Is your company ready to go public? - Butler Financial, LTD
Important Tax FAQs


Is your company ready to go public?

Consider these factors before you decide to take the plunge.

It’s exciting to own a fast-growing business, but you may get to a point where you need an injection of capital to take it to the next level. This could be the time to consider taking your company public.

Why go public

While there are many reasons to take your company public, the most common motivation is to raise additional capital.

Owners and employees can sell public stock more easily than private stock, increasing the liquidity of their equity. A public company often can attract employees more readily because it can compensate workers with company stock and stock options.

Going public also increases publicity, brand awareness and prestige for a company. This alone may lead to additional expansion opportunities.

All this may sound well and good, but you should determine if going public aligns with your company’s long-term strategic objectives.

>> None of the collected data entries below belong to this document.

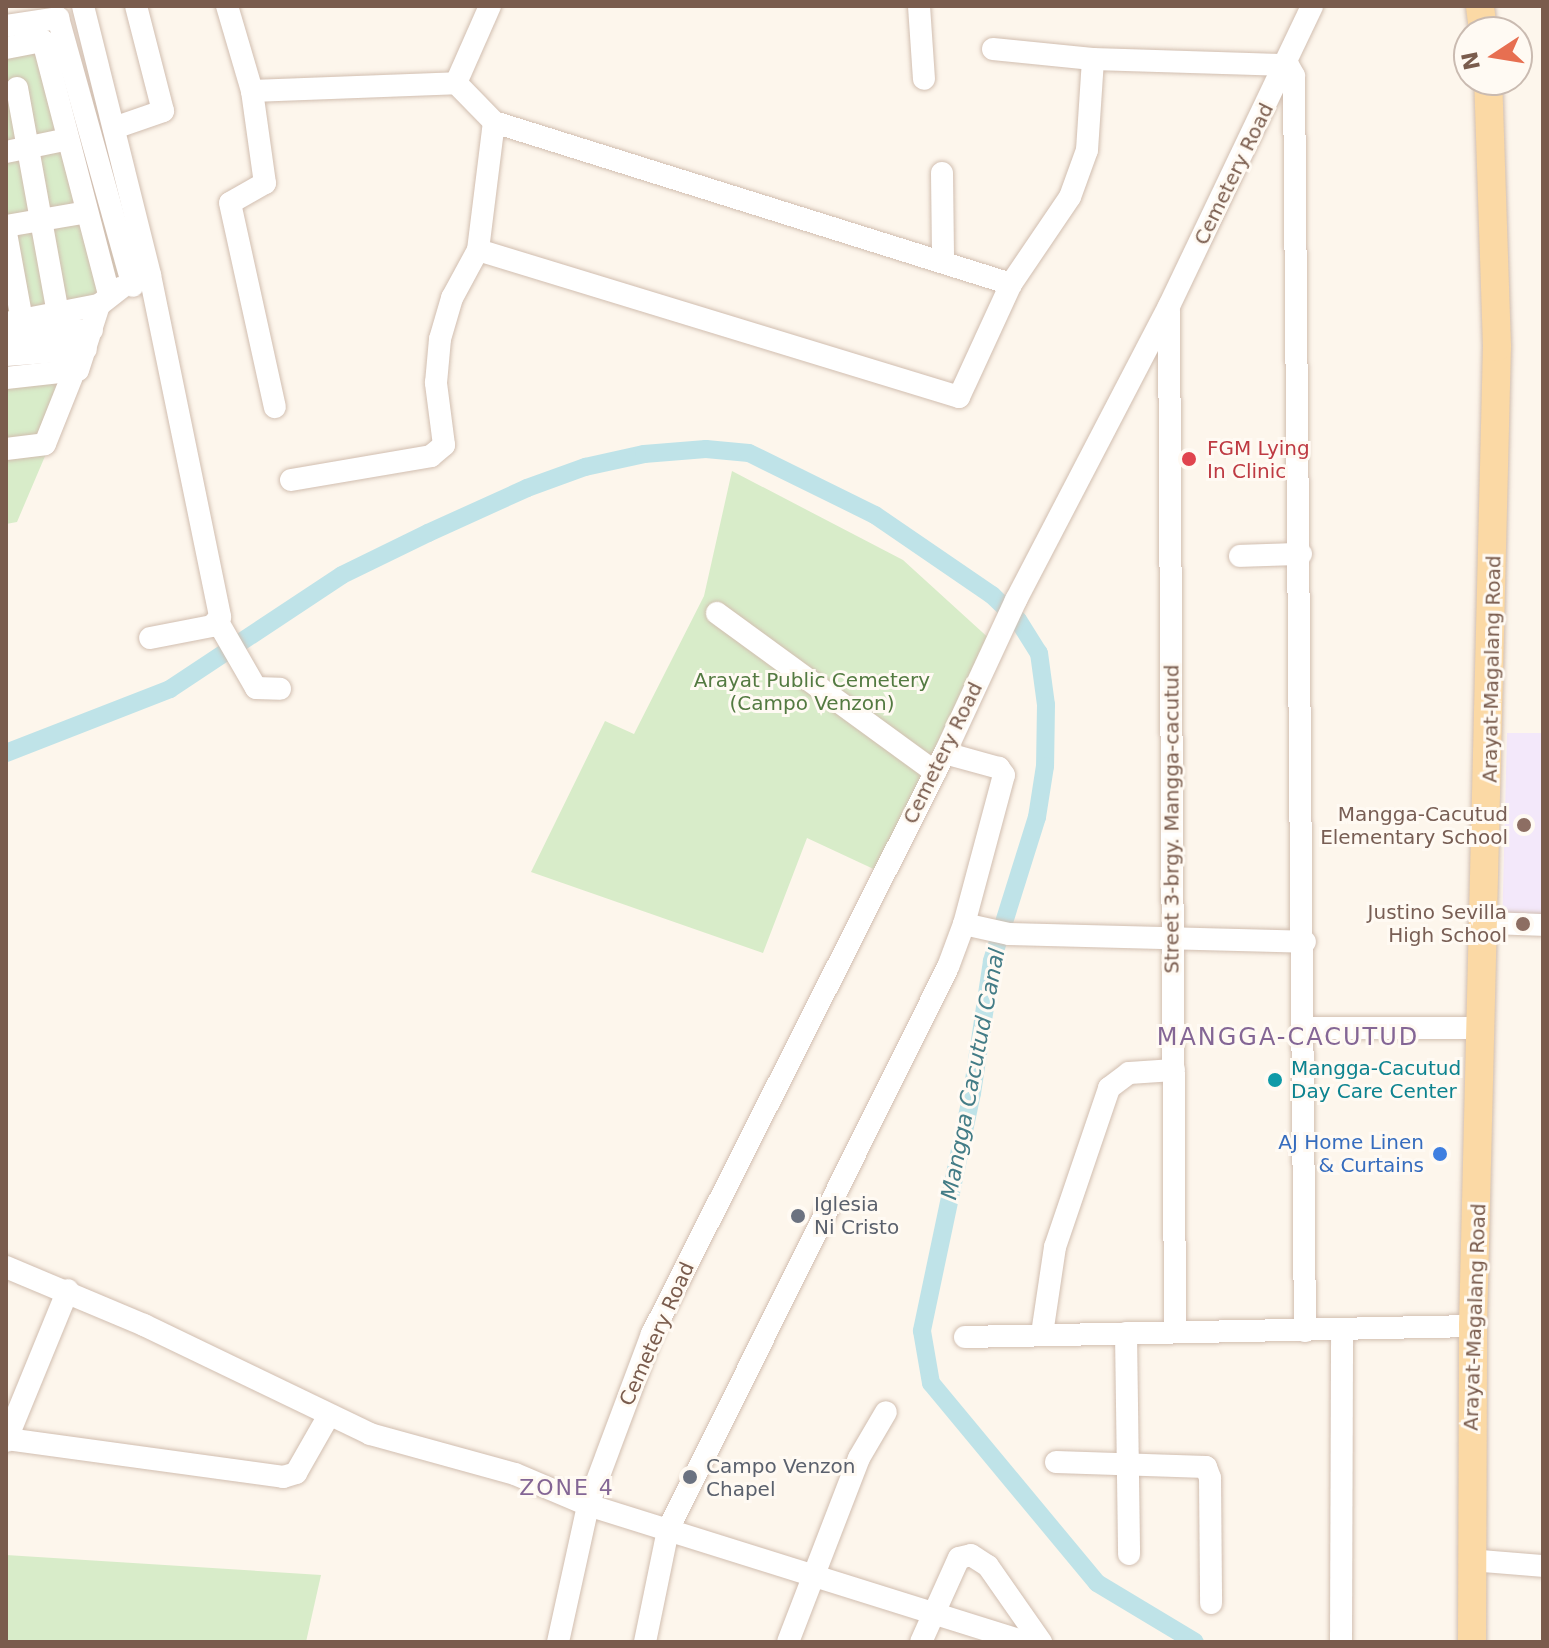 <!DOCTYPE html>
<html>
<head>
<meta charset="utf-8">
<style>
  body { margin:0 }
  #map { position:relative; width:1549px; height:1648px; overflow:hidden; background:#fdf6ec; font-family:"DejaVu Sans",sans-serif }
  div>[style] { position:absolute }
  .education>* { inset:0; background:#f3e8fa }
  .green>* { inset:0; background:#d8ecc9 }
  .canal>* { height:18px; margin:-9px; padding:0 9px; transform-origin:9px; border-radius:9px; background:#bfe3e8 }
  .roads { filter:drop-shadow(0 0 2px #d1beb0) drop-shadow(0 0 2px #d1beb0) }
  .minor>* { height:22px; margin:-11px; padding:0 11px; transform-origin:11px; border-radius:11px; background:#fff }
  .major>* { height:28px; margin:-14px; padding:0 14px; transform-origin:14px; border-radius:14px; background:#fbd9a5 }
  .dots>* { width:22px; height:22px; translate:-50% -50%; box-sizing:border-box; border:4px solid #fffaf3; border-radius:50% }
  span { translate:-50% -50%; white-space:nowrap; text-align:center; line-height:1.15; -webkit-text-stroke:6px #fffaf3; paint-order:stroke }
  .street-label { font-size:20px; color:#7a5c4d }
  .health-label { font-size:20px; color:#be3a42 }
  .left { translate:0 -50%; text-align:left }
  .park-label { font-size:20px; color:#537a41 }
  .education-label { font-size:20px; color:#785e54 }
  .right { translate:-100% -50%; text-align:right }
  .culture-label { font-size:20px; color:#0d838f }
  .shop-label { font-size:20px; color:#366cbe }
  .worship-label { font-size:20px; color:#5b616d }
  .water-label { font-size:22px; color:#437c86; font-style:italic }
  .neighbourhood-label { font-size:22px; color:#846695; letter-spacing:2px }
  .quarter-label { font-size:24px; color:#846695; letter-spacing:2px }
  .frame { position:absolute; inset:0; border:8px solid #7a5c4d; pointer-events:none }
  .north { position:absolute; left:1453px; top:16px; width:80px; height:80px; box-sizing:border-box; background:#fffaf3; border:2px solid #cabbb1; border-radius:50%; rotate:258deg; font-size:22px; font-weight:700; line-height:32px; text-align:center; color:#7a5c4d }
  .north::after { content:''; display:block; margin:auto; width:28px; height:36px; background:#e76f51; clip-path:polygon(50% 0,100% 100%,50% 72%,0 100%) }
</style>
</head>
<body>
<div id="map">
  <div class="education">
    <i style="clip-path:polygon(1507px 733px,1543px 733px,1543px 931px,1502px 930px)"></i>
  </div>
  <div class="green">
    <i style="clip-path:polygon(65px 9px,134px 291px,114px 294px,17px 522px,6px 524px,6px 20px)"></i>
    <i style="clip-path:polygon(732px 471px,903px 560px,993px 642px,880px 872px,807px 838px,763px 953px,531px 872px,605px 721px,634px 734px,704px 596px)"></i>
    <i style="clip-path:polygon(6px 1555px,321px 1575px,306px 1642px,6px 1642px)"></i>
  </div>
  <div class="canal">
    <i style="left:6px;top:753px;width:176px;rotate:-21.3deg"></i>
    <i style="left:170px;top:689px;width:206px;rotate:-33.5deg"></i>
    <i style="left:342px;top:575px;width:96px;rotate:-26deg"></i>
    <i style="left:428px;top:533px;width:109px;rotate:-24.4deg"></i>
    <i style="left:527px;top:488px;width:62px;rotate:-19.9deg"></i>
    <i style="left:585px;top:467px;width:60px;rotate:-12.4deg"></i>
    <i style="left:644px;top:454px;width:62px;rotate:-4.6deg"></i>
    <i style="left:706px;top:449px;width:43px;rotate:5.3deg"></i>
    <i style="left:749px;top:453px;width:140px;rotate:26.2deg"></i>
    <i style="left:875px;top:515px;width:142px;rotate:34.4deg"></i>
    <i style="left:992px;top:595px;width:36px;rotate:44deg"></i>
    <i style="left:1018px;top:620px;width:39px;rotate:58deg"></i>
    <i style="left:1039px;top:653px;width:52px;rotate:82.3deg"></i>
    <i style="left:1046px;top:705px;width:61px;rotate:90.9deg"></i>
    <i style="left:1045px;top:766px;width:52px;rotate:98.9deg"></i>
    <i style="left:1037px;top:817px;width:151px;rotate:107.4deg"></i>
    <i style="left:992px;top:961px;width:134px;rotate:98.6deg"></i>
    <i style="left:972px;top:1093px;width:243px;rotate:101.9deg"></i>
    <i style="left:922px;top:1331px;width:53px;rotate:80.2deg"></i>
    <i style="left:931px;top:1383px;width:260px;rotate:50.3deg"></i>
    <i style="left:1097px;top:1583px;width:114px;rotate:31deg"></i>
  </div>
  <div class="roads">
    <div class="minor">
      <i style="left:83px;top:6px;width:277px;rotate:76deg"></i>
      <i style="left:150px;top:275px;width:349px;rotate:78.4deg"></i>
      <i style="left:220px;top:617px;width:12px;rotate:132deg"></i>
      <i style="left:212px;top:626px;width:63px;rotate:169deg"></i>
      <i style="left:227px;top:6px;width:89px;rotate:73.6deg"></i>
      <i style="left:252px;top:91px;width:204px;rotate:-2.2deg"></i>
      <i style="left:456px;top:83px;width:54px;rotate:45.7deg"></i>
      <i style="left:494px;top:122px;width:542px;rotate:17.4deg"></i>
      <i style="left:919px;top:6px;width:73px;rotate:86.1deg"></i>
      <i style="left:6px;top:26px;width:53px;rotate:-8.7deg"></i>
      <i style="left:58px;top:18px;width:278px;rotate:74.4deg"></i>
      <i style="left:6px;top:48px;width:38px;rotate:-11deg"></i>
      <i style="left:43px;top:41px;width:262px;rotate:75.4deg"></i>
      <i style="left:993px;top:49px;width:100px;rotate:5.7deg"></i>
      <i style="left:1093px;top:59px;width:195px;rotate:1.8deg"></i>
      <i style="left:1288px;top:65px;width:13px;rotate:61deg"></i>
      <i style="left:1294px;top:76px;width:1255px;rotate:89.5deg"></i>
      <i style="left:456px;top:83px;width:84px;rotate:-66.2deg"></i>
      <i style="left:17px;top:88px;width:229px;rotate:79.7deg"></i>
      <i style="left:252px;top:91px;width:93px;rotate:82deg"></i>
      <i style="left:265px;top:183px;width:40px;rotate:150.3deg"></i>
      <i style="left:230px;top:203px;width:209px;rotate:77.6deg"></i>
      <i style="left:114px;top:128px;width:52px;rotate:-19.1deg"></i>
      <i style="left:163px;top:111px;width:108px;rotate:-104.4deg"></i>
      <i style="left:6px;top:152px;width:63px;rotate:-11.8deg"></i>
      <i style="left:942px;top:173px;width:86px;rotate:89.3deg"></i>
      <i style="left:6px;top:226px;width:82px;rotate:-9.8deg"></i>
      <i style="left:6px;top:233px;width:88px;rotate:79.6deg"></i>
      <i style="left:478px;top:250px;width:503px;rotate:16.99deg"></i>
      <i style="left:959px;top:397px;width:124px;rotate:-65.3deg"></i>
      <i style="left:1011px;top:284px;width:105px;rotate:-55.9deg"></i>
      <i style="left:1070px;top:197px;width:50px;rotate:-70.1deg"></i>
      <i style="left:1087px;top:150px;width:91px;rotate:-86.2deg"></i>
      <i style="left:1169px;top:311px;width:1021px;rotate:89.66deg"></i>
      <i style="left:6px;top:323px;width:95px;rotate:-11deg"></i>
      <i style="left:99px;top:305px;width:28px;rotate:-38deg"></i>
      <i style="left:6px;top:334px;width:86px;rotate:-2.7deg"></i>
      <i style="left:6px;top:355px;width:80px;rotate:-4.3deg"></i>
      <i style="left:6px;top:378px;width:72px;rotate:-6.3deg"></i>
      <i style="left:78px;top:370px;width:68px;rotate:-72.1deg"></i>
      <i style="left:6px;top:449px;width:39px;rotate:-7deg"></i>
      <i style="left:45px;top:444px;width:75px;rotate:-68.2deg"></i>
      <i style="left:291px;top:480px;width:142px;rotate:-9.7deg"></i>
      <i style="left:431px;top:456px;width:17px;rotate:-40deg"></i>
      <i style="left:444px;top:445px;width:63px;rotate:-97.4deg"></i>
      <i style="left:436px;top:383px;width:44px;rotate:-84.8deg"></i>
      <i style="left:440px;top:339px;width:43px;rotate:-73.7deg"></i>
      <i style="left:452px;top:298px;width:55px;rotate:-61.6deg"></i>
      <i style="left:478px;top:250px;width:129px;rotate:-82.9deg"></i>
      <i style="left:1240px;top:556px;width:61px;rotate:-1.9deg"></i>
      <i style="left:717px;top:613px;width:270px;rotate:36.1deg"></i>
      <i style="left:218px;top:622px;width:76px;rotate:60.1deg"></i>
      <i style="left:256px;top:688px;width:24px;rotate:2deg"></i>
      <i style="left:1486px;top:923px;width:57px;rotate:2deg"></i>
      <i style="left:964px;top:924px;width:46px;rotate:12.5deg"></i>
      <i style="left:1009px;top:934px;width:296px;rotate:1.5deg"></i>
      <i style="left:1305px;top:1028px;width:176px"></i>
      <i style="left:6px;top:1267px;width:150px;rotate:22.8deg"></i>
      <i style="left:144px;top:1325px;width:251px;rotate:25.7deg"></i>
      <i style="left:370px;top:1434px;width:150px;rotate:15.4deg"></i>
      <i style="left:515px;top:1474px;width:79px;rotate:23deg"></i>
      <i style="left:588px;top:1505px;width:459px;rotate:17.4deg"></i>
      <i style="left:1126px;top:1333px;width:221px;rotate:89.2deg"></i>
      <i style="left:1042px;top:1334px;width:88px;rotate:-81.5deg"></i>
      <i style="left:1055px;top:1247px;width:168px;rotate:-71.2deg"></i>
      <i style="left:1109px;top:1088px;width:25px;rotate:-37deg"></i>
      <i style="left:1129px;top:1073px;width:45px;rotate:-3.8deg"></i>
      <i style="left:965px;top:1337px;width:508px;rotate:-1.24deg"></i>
      <i style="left:7px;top:1439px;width:279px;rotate:7.8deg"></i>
      <i style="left:283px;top:1477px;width:14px;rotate:-17deg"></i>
      <i style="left:296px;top:1473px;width:64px;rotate:-60.3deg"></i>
      <i style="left:6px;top:1441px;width:163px;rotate:-67.7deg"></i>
      <i style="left:1056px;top:1462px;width:150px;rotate:1.9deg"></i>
      <i style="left:1206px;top:1467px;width:12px;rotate:70deg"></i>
      <i style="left:1210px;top:1478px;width:125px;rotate:89.5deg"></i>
      <i style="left:1470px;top:1560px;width:73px;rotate:4.7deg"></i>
      <i style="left:558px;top:1642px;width:140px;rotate:-77.6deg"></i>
      <i style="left:588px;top:1505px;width:183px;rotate:-69.5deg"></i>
      <i style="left:652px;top:1334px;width:651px;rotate:-63.24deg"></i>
      <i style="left:945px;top:753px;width:169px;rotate:-65.1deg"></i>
      <i style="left:1016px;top:600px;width:331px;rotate:-62.5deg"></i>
      <i style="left:1169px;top:306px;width:332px;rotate:-64.5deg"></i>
      <i style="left:645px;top:1642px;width:114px;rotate:-78.4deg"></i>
      <i style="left:668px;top:1530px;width:629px;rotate:-63.56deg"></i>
      <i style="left:948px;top:967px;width:46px;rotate:-69.6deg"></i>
      <i style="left:964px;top:924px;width:154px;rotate:-75deg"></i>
      <i style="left:1004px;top:775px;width:9px;rotate:-126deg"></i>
      <i style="left:999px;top:768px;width:56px;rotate:-164.5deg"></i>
      <i style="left:788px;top:1642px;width:197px;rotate:-68.9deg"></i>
      <i style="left:859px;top:1458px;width:53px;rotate:-59.6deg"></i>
      <i style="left:921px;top:1642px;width:92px;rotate:-65.7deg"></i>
      <i style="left:959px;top:1558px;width:12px;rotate:-14deg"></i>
      <i style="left:971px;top:1555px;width:20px;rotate:33deg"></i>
      <i style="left:988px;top:1566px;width:93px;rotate:55.1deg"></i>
      <i style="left:1341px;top:1642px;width:312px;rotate:-89.8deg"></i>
    </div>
    <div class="major">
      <i style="left:1480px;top:6px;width:26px;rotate:83deg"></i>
      <i style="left:1472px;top:1642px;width:316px;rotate:-89.8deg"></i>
      <i style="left:1473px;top:1326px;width:979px;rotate:-88.6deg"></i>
      <i style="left:1497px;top:347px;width:267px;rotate:-91.9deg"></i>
    </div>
  </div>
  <div class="dots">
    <i style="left:1189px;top:459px;background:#e0444e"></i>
    <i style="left:1524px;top:825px;background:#8d6e63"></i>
    <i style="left:1523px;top:924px;background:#8d6e63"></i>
    <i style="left:1275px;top:1080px;background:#0f9aa8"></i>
    <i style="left:1440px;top:1154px;background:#3f7fe0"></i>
    <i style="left:798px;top:1216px;background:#6b7280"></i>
    <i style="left:690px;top:1477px;background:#6b7280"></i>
  </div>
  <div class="street-label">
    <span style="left:1234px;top:174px;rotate:-64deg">Cemetery Road</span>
    <span style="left:1492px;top:669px;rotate:-89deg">Arayat-Magalang Road</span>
    <span style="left:943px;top:753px;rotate:-64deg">Cemetery Road</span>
    <span style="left:1172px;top:819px;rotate:-90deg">Street 3-brgy. Mangga-cacutud</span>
    <span style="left:1475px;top:1317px;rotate:-88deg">Arayat-Magalang Road</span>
    <span style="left:657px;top:1334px;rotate:-66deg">Cemetery Road</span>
  </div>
  <div class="health-label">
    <span class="left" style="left:1207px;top:460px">FGM Lying<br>In Clinic</span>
  </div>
  <div class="park-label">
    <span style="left:812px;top:692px">Arayat Public Cemetery<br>(Campo Venzon)</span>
  </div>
  <div class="education-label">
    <span class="right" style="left:1508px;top:826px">Mangga-Cacutud<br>Elementary School</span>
    <span class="right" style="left:1507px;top:924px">Justino Sevilla<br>High School</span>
  </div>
  <div class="culture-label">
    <span class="left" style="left:1291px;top:1080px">Mangga-Cacutud<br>Day Care Center</span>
  </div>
  <div class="shop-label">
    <span class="right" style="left:1424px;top:1154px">AJ Home Linen<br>&amp; Curtains</span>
  </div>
  <div class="worship-label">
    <span class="left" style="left:814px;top:1216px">Iglesia<br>Ni Cristo</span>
    <span class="left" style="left:706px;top:1478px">Campo Venzon<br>Chapel</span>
  </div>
  <div class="water-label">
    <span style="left:973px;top:1074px;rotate:-79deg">Mangga Cacutud Canal</span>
  </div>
  <div class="neighbourhood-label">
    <span style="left:567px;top:1488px">ZONE 4</span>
  </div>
  <div class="quarter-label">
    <span style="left:1288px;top:1038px">MANGGA-CACUTUD</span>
  </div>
  <div class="frame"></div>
  <div class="north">N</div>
</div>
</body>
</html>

For one, you should understand you may lose some flexibility to make operating decisions because you’ll have the stakeholders’ desires to bear in mind.

The initial offering is only the first step; you’ll want to ensure your company has the financial strength, market viability and operating competency to be a successful public company in the long term.

Three pathways

The most common way to go public is through an initial public offering (IPO). These are what we’re accustomed to hearing about in the news when a company takes the public plunge. An IPO raises capital by selling newly issued stock shares to investment banks. Then investment banks turn around and sell those shares to institutional investors.

While an IPO is the traditional pathway to going public, there’s also a special purpose acquisition company (SPAC) and a direct listing. A SPAC is a shell company using an IPO for the purpose of merging with or acquiring a yet-to-be-identified private operating company. The SPAC combines with the private company within two years and the resulting company becomes public. Funds are raised through the SPAC’s IPO proceeds and additional capital from private financing. This option tends to be more attractive for bigger companies looking to go public.

For a company to go public through direct listing, the organization allows existing shareholders to sell shares directly to the public. This option is historically used by very large, consumer-facing companies that have strong brand recognition and can generate enough market interest.

How to prepare

Before determining if your company should conduct an initial public offering, understand the process will take time and money. It can take several months or longer, and some of the timing may be out of your control. You’ll want to decide on the right time to go public, taking into account investor and market demands, the overall economic climate, and consumer interest in your products or services.

You should have capable leadership in place and experienced advisors to see you through the process. A suitable team will include auditors, attorneys, accountants and underwriters due to the increased financial reporting and auditing standards that apply to public companies.

Prepare your organization by getting governance and reporting systems in order. They must be reliable, accurate and timely to comply with SEC requirements. These rigorous obligations under the Exchange Act include annual and quarterly reports, current reports and requirements relating to communications with shareholders. Information about business operations, financial conditions and management within these disclosures is expected to be detailed.

Before taking the first step, it’s always a good idea to do some housekeeping. Revisit your personal financial plan and estate/life insurance documents to anticipate how the net after-tax results of any sales proceeds received or stock growth could affect your plans. There’s also the option to create a charitable giving plan using low basis shares whose value may increase exponentially after the IPO.

This year might be the year your company joins the ranks of publicly traded companies. Be prepared for what’s expected of your organization if you make the move and how you can continue to build a successful public company.


Every investor’s situation is unique and you should consider your investment goals, risk tolerance and time horizon before making any investment.